Pourquoi ce titre « eaux troubles » ? Tout simplement parce qu’au Sénégal, explique Enquête, « l’abondance du précieux liquide contraste avec le manque de disponibilité d’une eau de qualité. » Quand on a la chance de disposer de réserves d’eau, encore faut-il en effet bien la préserver, notamment de la pollution, bien la traiter et bien la distribuer.

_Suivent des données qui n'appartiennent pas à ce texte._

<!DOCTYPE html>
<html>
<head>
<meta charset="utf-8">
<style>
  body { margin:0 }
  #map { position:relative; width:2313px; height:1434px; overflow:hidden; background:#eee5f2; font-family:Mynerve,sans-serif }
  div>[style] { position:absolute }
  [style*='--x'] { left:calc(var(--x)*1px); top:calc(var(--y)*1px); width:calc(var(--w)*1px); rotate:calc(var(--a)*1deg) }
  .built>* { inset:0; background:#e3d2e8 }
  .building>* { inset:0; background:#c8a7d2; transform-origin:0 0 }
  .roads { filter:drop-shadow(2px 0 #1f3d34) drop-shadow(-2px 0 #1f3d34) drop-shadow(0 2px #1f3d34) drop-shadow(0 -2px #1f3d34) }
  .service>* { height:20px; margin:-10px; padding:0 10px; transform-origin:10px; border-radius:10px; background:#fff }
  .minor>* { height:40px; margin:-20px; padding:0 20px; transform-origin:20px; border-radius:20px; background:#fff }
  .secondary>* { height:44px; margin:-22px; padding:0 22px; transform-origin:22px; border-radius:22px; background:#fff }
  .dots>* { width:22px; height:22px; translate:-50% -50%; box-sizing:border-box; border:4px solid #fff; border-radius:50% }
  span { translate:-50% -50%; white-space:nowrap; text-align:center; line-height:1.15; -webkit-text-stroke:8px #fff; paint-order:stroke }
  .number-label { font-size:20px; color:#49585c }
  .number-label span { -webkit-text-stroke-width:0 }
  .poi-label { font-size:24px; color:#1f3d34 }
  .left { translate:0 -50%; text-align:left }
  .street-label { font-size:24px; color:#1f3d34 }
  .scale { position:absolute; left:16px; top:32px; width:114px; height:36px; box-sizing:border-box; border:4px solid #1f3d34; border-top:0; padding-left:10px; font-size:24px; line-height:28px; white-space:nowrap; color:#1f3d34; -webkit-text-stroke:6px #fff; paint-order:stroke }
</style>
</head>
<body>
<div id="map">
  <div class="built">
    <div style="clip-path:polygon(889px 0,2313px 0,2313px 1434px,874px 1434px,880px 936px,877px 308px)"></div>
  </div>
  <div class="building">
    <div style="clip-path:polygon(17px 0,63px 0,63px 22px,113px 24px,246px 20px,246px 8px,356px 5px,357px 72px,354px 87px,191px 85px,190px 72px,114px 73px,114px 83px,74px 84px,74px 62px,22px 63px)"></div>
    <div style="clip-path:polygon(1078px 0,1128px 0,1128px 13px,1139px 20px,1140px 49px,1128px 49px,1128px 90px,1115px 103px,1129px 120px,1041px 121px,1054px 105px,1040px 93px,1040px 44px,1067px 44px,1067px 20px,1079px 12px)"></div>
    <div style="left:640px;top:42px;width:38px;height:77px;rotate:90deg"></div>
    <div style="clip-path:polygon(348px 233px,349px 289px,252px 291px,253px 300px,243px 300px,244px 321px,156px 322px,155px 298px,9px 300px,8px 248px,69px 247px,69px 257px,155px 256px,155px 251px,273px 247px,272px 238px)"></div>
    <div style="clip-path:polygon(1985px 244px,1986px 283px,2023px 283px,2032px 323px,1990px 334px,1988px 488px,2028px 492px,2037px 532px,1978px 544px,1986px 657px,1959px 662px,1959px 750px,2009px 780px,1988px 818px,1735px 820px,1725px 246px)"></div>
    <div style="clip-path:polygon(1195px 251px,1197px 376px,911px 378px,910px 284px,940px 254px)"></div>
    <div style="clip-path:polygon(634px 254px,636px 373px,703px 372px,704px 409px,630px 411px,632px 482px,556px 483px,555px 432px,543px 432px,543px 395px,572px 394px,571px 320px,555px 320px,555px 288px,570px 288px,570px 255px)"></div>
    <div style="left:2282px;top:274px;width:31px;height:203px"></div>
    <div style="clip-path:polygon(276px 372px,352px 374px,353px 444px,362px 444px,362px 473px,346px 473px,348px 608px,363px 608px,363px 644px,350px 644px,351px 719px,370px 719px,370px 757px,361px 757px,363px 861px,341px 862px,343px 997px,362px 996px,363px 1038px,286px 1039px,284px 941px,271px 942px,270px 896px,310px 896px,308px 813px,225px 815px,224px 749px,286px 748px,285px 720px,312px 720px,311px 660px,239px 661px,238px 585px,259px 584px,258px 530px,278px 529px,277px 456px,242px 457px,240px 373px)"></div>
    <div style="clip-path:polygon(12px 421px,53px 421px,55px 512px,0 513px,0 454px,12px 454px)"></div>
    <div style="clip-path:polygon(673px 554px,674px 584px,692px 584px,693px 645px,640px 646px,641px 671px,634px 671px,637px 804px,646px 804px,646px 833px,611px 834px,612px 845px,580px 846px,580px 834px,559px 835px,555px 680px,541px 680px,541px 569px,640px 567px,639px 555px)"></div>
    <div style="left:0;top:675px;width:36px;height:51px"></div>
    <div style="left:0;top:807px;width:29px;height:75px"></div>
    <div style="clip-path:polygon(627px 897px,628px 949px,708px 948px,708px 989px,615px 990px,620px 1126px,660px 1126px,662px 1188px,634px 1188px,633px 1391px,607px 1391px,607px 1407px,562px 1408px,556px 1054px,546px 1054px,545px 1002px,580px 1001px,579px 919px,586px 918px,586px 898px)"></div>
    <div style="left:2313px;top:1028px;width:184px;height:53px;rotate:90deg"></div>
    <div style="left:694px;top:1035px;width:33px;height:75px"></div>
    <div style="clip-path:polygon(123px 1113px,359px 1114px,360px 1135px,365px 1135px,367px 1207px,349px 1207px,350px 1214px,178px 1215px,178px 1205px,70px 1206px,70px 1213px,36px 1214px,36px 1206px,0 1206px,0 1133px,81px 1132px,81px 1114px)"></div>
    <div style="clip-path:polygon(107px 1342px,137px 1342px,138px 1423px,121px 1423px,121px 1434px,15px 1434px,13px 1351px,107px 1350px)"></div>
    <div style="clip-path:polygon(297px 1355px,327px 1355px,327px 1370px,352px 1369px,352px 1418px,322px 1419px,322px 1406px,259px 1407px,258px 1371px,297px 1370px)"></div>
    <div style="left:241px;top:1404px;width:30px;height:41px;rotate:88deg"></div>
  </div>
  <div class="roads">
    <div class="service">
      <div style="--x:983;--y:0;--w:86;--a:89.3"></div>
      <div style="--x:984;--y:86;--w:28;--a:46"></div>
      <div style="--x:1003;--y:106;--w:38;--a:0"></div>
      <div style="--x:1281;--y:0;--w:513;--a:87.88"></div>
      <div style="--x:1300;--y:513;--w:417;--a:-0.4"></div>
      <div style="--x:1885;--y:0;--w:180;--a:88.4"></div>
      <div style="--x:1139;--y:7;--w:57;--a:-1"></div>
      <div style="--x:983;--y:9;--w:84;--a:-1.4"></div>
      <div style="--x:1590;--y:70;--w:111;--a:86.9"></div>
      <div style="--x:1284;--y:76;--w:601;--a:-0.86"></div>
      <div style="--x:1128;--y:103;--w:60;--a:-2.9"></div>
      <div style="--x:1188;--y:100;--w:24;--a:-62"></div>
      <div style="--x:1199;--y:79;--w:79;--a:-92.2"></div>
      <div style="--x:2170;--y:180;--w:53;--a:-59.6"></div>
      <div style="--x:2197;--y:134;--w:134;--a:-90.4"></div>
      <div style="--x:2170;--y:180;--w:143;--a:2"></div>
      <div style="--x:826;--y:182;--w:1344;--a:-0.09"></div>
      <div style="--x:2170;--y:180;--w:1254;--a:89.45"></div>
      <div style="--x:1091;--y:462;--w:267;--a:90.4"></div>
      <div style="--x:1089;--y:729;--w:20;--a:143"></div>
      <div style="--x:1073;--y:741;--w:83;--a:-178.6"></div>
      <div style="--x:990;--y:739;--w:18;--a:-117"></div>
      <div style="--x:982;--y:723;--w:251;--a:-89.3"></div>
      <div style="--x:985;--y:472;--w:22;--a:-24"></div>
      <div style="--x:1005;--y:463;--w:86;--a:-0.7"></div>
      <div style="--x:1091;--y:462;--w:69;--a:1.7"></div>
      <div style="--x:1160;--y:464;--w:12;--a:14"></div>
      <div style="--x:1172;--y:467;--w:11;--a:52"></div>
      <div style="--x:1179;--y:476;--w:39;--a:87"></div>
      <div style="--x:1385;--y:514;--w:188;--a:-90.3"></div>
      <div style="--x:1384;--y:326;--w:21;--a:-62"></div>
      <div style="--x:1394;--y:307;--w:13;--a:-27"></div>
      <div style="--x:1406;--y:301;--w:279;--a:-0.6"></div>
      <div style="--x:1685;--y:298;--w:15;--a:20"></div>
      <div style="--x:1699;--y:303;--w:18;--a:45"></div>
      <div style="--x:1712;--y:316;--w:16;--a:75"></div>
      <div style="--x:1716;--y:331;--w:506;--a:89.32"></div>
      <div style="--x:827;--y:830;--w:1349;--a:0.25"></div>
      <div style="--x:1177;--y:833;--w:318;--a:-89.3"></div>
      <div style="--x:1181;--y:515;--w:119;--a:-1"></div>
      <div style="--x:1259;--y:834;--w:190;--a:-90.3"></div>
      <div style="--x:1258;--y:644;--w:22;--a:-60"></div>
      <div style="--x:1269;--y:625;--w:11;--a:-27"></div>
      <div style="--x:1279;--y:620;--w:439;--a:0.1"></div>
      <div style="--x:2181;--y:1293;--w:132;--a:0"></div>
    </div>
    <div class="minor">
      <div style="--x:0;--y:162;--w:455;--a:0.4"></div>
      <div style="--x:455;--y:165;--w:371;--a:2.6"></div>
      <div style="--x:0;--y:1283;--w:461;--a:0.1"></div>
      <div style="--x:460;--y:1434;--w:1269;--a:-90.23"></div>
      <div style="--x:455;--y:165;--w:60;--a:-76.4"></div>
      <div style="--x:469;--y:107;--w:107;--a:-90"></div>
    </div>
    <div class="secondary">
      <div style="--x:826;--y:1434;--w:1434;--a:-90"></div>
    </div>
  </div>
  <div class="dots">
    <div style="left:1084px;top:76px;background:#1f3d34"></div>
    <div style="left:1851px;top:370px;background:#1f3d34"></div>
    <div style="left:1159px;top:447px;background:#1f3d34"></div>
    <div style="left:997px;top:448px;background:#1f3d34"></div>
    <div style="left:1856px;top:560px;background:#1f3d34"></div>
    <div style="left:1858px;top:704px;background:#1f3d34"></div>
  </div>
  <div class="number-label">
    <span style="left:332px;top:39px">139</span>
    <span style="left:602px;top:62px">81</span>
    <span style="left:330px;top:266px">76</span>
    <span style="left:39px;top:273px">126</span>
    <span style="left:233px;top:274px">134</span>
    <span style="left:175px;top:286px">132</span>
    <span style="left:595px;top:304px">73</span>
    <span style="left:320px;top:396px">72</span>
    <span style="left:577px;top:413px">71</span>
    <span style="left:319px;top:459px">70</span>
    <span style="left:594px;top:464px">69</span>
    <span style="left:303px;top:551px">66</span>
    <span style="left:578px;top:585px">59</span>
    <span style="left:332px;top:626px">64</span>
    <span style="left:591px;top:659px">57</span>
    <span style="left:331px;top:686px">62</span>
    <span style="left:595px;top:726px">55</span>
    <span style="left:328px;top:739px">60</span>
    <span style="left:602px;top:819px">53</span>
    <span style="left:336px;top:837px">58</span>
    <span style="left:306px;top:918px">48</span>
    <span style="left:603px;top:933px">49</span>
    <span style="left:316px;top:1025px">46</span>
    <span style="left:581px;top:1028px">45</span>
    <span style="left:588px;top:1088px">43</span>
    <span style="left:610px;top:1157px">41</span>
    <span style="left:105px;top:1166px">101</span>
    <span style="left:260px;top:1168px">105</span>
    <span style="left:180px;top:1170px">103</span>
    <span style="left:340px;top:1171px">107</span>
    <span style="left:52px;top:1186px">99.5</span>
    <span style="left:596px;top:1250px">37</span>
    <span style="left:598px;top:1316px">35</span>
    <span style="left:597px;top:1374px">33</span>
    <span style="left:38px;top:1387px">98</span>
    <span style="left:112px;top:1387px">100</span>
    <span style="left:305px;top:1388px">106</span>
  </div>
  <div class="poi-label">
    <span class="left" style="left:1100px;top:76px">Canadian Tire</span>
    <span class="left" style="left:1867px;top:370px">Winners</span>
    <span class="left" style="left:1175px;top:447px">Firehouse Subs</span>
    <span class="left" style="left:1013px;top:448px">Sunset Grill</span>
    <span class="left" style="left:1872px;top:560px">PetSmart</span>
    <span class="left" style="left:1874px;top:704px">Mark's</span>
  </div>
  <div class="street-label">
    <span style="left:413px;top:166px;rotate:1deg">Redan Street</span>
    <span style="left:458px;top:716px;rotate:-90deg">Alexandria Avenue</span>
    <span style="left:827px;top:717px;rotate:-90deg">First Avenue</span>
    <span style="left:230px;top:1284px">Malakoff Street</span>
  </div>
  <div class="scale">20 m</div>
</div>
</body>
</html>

Qui plus est, les réserves d’eau du Sénégal ne sont pas inépuisables… Et « le niveau des prélèvements actuels devrait augmenter de 30 à 60% d’ici 2035, relève Enquête, renforçant le stress hydrique et mettant à l’épreuve la capacité de répondre à la demande d’une population en pleine urbanisation. Les phénomènes extrêmes liés à l’eau et sa pollution coûtent déjà au Sénégal plus de 10 % de son PIB chaque année. »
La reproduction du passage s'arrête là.